> _YOUR INSTRUCTIONS_
Starting at the first line of the data, please print exactly those lines through the one that holds "width:36px; height:36px; display:grid;", omitting every picture.

----- GIVEN RECORDS -----

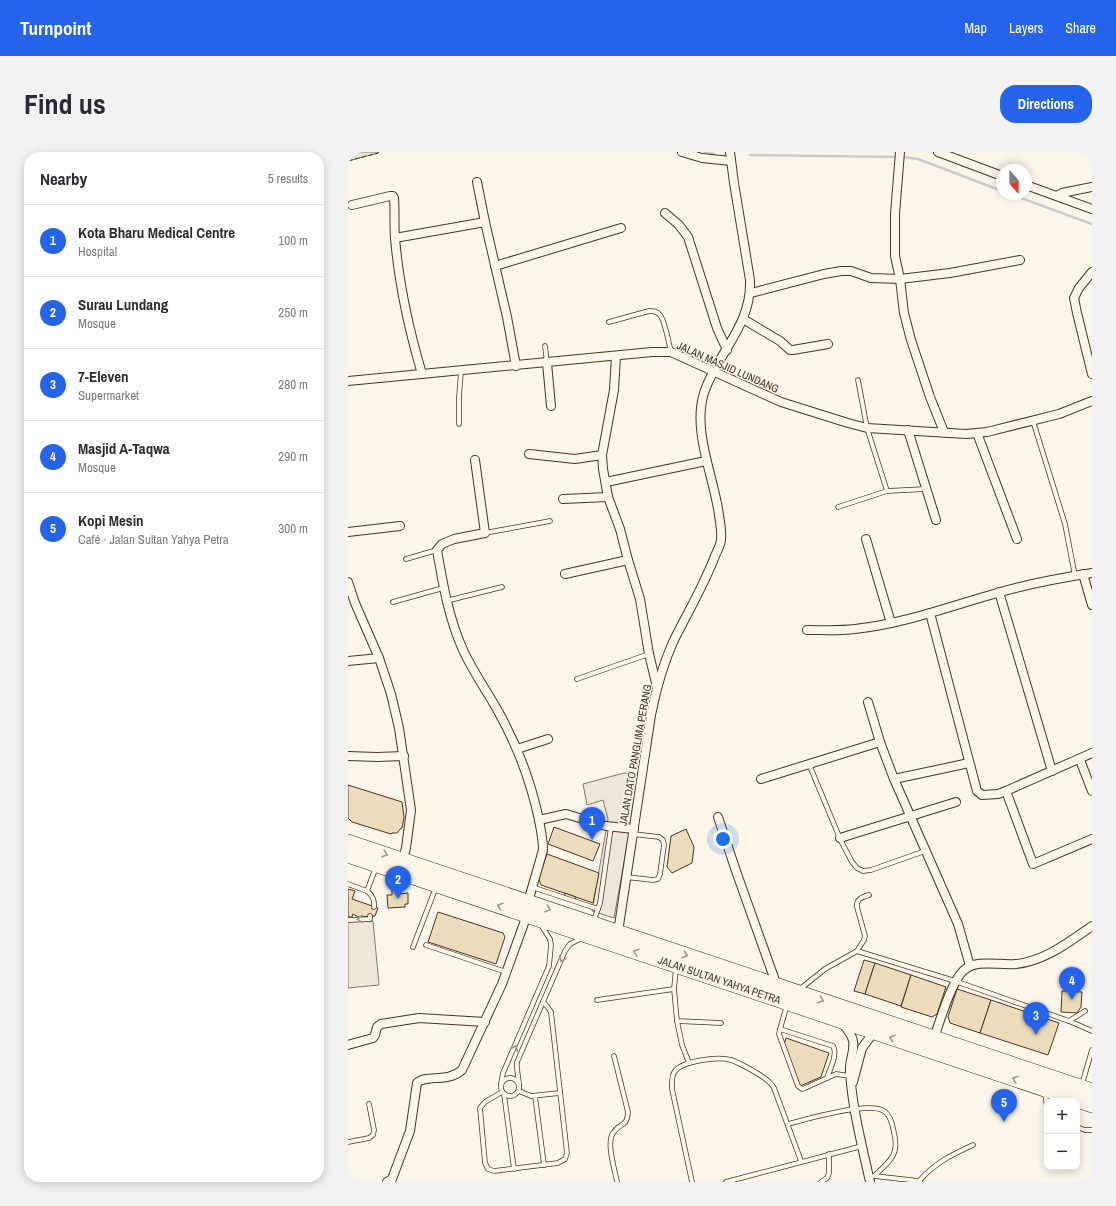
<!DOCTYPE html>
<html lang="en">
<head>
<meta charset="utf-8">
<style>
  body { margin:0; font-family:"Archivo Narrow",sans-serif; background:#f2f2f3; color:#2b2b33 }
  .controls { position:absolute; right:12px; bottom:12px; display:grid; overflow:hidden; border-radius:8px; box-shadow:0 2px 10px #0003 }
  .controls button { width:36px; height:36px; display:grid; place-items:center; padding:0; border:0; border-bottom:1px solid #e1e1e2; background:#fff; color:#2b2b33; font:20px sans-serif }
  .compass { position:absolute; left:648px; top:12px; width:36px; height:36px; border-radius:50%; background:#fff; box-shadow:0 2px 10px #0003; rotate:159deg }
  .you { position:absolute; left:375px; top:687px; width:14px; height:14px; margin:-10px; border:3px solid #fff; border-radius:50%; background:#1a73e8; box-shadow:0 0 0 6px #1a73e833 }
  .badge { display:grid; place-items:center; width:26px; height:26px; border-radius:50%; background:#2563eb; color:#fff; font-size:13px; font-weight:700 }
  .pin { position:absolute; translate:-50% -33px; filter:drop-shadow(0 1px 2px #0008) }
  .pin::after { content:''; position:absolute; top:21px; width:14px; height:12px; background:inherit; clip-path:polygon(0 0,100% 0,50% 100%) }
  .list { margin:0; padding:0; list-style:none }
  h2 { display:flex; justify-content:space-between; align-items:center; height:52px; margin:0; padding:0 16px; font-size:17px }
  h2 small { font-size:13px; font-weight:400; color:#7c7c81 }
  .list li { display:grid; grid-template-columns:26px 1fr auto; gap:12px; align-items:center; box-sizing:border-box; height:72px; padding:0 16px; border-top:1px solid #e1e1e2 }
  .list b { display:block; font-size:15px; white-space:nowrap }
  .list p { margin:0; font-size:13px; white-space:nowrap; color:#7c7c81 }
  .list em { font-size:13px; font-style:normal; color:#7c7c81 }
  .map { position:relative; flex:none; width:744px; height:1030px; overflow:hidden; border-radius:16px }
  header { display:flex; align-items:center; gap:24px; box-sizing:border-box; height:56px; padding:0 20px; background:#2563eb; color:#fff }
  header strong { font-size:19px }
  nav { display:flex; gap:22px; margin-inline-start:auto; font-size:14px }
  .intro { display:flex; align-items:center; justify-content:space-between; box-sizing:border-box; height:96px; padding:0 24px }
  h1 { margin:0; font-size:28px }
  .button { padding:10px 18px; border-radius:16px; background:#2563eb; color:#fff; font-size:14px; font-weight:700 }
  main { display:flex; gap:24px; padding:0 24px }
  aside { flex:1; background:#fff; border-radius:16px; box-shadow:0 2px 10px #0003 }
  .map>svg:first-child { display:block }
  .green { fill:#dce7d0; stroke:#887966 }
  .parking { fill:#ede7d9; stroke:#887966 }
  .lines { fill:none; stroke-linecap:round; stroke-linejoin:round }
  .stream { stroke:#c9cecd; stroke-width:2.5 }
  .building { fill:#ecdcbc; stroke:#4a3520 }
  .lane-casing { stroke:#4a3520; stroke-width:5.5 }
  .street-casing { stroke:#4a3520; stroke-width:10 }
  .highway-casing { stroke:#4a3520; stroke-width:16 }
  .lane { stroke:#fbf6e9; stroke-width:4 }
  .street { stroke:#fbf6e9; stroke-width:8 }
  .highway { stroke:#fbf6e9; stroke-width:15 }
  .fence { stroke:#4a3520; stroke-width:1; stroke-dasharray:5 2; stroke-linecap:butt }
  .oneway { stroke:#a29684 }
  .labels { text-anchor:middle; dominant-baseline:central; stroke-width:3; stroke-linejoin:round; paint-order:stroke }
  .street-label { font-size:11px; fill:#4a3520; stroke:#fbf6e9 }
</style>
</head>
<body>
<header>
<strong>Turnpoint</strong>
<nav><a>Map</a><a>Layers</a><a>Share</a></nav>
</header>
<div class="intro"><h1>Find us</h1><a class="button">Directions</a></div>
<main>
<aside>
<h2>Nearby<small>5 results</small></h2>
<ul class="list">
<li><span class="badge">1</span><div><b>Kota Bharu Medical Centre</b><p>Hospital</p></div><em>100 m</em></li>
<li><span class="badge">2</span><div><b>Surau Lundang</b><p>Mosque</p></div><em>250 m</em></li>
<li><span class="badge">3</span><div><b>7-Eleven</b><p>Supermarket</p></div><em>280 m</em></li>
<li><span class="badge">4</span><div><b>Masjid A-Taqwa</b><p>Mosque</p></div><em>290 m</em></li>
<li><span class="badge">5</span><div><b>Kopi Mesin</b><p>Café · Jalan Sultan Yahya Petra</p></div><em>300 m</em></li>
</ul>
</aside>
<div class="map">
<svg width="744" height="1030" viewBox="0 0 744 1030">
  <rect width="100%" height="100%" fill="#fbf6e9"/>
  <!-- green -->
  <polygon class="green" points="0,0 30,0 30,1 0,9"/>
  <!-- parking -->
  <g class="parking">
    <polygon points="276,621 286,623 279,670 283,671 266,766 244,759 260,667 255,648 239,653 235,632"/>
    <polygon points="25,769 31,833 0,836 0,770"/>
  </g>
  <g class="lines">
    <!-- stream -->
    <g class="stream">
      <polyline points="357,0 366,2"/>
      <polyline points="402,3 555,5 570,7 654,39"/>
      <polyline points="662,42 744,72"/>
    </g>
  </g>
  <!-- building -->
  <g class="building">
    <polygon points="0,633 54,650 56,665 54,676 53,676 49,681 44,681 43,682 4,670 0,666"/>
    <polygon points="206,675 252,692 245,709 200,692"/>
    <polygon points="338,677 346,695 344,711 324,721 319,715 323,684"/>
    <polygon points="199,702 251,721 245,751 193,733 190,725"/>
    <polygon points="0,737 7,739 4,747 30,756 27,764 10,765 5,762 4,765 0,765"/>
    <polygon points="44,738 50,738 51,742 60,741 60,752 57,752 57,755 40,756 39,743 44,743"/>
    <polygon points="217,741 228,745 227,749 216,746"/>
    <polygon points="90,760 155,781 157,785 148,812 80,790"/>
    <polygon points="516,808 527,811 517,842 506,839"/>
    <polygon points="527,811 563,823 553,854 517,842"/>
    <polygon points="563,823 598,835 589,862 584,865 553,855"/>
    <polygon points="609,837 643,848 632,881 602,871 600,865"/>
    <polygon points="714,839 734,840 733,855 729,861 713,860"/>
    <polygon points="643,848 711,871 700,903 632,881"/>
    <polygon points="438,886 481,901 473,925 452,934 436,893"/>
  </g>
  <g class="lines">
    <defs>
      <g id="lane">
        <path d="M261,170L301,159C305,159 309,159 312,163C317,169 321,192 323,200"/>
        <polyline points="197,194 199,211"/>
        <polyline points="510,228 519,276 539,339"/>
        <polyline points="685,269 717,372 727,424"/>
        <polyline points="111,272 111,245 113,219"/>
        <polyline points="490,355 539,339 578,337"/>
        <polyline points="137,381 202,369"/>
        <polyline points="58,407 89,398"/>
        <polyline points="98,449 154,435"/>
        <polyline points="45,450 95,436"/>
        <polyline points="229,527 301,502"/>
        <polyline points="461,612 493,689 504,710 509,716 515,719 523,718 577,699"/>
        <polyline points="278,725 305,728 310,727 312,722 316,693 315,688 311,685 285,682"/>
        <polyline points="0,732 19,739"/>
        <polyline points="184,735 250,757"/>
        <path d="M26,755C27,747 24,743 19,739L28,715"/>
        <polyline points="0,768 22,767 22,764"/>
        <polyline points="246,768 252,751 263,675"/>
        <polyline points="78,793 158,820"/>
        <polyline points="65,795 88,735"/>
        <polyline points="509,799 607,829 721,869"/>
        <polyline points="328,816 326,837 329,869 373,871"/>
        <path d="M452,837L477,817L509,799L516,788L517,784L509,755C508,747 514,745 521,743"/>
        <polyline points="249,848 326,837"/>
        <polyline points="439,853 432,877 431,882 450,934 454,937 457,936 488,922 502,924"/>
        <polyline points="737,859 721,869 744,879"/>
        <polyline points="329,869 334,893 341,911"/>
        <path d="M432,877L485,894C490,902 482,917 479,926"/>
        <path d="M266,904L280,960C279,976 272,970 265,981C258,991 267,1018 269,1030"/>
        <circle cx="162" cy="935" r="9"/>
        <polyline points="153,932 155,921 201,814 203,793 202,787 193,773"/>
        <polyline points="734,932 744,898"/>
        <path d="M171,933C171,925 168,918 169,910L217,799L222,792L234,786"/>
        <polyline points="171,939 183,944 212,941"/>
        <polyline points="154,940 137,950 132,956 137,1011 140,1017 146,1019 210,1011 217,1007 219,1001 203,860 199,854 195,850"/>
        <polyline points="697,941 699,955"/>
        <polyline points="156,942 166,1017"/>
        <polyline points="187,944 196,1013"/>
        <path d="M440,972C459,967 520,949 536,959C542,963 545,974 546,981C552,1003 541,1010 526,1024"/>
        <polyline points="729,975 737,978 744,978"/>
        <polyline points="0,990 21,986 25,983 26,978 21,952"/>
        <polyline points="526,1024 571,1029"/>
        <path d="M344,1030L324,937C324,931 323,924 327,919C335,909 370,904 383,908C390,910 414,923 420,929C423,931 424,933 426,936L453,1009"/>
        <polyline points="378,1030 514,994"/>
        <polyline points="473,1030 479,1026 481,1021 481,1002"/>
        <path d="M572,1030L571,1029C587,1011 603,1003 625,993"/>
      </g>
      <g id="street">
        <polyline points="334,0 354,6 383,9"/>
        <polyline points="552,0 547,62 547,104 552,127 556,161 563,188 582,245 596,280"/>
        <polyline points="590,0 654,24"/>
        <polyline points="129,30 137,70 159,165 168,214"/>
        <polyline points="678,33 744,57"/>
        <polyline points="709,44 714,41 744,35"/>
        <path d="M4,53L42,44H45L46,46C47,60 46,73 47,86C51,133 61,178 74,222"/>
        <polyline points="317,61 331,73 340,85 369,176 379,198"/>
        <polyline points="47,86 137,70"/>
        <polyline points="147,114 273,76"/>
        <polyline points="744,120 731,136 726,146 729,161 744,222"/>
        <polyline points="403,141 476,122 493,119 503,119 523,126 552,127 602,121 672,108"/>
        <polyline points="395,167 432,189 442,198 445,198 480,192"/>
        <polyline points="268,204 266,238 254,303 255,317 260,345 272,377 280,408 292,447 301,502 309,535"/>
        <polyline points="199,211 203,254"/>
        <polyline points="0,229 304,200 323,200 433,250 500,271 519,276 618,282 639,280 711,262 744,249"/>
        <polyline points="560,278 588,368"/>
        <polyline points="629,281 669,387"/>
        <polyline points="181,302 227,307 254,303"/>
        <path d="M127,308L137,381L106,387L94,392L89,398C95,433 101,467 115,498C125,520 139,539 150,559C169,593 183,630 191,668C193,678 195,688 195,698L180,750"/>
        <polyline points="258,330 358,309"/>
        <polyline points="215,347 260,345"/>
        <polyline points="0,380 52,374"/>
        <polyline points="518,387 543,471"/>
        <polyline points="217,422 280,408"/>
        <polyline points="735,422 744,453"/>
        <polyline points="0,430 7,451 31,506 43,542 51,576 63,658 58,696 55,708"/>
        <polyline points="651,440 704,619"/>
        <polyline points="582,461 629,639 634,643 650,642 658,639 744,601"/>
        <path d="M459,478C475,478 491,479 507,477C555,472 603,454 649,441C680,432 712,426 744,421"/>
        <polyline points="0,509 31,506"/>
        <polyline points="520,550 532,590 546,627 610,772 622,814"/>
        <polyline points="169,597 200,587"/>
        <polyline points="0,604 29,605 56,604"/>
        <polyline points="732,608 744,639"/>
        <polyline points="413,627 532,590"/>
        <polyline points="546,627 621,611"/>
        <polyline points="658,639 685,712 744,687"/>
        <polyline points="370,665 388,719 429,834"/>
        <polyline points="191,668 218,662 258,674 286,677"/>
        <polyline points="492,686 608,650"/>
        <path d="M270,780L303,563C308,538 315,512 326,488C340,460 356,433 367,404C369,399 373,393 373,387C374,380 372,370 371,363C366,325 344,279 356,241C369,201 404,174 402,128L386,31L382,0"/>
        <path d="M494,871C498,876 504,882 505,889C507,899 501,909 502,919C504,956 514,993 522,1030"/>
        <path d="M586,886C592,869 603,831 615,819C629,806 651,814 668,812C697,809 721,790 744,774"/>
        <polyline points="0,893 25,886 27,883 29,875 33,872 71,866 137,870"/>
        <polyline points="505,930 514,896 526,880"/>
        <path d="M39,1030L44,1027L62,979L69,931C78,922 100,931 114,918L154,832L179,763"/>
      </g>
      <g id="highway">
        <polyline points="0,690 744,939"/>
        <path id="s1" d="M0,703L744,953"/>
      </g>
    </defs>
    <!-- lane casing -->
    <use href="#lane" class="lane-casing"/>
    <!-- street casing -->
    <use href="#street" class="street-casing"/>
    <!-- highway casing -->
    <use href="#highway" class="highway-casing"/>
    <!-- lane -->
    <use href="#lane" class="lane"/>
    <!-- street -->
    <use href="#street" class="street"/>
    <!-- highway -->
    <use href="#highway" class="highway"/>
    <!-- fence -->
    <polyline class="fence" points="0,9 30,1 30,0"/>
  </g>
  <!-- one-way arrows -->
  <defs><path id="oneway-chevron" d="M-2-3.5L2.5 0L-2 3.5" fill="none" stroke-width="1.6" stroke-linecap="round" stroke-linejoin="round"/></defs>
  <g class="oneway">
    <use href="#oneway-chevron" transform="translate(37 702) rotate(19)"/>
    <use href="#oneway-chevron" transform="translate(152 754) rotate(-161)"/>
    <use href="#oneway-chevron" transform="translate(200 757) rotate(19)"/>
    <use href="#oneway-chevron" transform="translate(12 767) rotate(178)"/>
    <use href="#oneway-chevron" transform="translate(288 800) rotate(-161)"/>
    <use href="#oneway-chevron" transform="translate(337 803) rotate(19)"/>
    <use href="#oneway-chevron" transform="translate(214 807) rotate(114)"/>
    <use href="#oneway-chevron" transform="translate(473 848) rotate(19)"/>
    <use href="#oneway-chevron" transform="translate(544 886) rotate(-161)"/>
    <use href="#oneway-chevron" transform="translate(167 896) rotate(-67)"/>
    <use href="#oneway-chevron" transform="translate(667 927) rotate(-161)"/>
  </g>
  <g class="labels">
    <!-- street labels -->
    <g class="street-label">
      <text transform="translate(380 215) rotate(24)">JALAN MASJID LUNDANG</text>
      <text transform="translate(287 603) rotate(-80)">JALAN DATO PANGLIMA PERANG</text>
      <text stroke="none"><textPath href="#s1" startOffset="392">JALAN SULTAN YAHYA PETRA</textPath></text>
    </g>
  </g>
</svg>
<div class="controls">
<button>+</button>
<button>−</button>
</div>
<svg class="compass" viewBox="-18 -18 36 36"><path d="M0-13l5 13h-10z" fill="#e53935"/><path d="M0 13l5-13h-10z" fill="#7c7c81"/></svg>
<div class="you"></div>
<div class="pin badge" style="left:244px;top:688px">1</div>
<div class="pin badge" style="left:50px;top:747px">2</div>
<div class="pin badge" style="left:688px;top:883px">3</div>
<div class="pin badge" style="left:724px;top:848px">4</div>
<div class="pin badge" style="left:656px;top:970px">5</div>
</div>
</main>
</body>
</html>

-----

> _TASK RESPONSE_
<!DOCTYPE html>
<html lang="en">
<head>
<meta charset="utf-8">
<style>
  body { margin:0; font-family:"Archivo Narrow",sans-serif; background:#f2f2f3; color:#2b2b33 }
  .controls { position:absolute; right:12px; bottom:12px; display:grid; overflow:hidden; border-radius:8px; box-shadow:0 2px 10px #0003 }
  .controls button { width:36px; height:36px; display:grid; place-items:center; padding:0; border:0; border-bottom:1px solid #e1e1e2; background:#fff; color:#2b2b33; font:20px sans-serif }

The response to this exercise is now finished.